Diesel Fuel Sees Wider Uses And Tighter Standards

A train on a train track next to a building (Photo by Jakub Pabis on Unsplash )

A train on a train track next to a building (Photo by Jakub Pabis on Unsplash)

Summary
  • Diesel fuel is designed for compression ignition engines and comes from petroleum distillates
  • US refineries yield about eleven to twelve gallons of diesel per barrel of crude oil
  • Standards like EN 590 set cetane and sulfur limits for road diesel quality
  • Biodiesel and synthetic diesel are increasingly blended with petroleum diesel to meet supply and policy goals

Diesel fuel is a liquid specifically formulated for compression ignition engines where fuel ignites after air compression and fuel injection, as described in Wikipedia's Diesel fuel entry.
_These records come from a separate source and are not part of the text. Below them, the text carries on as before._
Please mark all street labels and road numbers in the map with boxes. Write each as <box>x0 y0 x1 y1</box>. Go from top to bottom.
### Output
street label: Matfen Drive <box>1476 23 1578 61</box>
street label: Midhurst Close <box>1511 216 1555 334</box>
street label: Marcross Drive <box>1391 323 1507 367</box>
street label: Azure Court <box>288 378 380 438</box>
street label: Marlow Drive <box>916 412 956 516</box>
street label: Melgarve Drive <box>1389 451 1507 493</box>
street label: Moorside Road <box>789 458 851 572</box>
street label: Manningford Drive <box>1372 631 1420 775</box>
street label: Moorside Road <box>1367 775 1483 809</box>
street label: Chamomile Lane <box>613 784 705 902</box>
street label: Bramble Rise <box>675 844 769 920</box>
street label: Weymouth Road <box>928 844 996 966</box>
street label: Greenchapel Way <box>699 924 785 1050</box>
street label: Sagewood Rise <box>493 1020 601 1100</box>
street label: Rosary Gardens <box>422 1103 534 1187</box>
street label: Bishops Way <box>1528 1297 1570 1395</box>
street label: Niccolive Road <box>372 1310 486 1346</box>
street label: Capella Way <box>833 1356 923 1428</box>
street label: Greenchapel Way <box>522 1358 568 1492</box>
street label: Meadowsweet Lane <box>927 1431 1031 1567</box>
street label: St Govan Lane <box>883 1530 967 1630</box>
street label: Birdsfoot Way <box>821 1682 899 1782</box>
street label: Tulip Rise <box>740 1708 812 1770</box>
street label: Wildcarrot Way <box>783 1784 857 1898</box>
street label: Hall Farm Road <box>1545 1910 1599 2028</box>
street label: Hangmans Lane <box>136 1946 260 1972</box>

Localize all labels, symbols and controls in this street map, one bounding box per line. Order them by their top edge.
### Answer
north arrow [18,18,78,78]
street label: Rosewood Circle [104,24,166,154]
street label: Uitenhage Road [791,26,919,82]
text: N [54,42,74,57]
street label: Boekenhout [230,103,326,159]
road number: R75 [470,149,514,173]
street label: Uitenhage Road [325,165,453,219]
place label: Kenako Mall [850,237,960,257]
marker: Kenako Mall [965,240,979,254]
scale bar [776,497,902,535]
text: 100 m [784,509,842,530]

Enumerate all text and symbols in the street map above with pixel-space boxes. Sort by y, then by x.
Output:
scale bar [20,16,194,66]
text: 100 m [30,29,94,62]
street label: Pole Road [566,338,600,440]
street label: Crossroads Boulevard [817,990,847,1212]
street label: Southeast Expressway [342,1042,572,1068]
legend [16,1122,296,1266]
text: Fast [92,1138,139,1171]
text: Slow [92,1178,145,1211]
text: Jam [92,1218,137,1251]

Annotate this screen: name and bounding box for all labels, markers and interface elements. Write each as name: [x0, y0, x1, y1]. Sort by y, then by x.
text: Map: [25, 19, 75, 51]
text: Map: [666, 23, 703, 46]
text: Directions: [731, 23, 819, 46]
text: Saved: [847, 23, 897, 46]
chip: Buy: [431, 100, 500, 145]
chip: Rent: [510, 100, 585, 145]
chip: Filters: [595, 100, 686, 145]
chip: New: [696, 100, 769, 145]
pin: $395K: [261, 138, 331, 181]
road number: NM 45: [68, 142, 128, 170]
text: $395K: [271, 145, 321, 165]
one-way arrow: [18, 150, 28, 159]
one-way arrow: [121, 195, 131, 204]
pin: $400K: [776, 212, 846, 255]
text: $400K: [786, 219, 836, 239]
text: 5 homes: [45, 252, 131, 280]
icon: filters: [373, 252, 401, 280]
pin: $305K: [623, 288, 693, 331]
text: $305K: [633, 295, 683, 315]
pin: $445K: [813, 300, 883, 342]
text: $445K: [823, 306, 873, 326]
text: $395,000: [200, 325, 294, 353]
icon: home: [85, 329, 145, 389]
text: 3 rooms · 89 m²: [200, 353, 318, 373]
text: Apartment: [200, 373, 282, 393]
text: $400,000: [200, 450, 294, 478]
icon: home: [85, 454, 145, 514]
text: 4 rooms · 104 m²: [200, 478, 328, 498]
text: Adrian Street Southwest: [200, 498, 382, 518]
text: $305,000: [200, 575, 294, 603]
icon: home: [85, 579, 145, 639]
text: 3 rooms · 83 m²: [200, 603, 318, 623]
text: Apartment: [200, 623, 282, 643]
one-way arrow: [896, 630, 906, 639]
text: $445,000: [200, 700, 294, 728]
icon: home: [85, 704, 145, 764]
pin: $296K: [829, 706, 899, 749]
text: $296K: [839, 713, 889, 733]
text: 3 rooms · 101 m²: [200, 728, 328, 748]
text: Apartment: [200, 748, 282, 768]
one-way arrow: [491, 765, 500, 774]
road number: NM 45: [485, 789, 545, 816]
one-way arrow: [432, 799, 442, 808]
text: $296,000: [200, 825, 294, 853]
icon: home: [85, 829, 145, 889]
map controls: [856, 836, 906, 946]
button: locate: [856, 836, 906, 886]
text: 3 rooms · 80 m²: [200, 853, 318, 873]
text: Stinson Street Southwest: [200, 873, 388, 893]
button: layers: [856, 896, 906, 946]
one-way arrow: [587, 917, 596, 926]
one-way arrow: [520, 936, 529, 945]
Most diesel is produced by fractional distillation of crude oil, yielding a middle distillate fraction, and refineries blend streams to meet demand, as reported by Wikipedia.

Alternatives to petroleum include biodiesel made by transesterifying vegetable oils and synthetic diesel produced from synthesis gas, and both are increasingly adopted, as noted by Wikipedia and the EIA.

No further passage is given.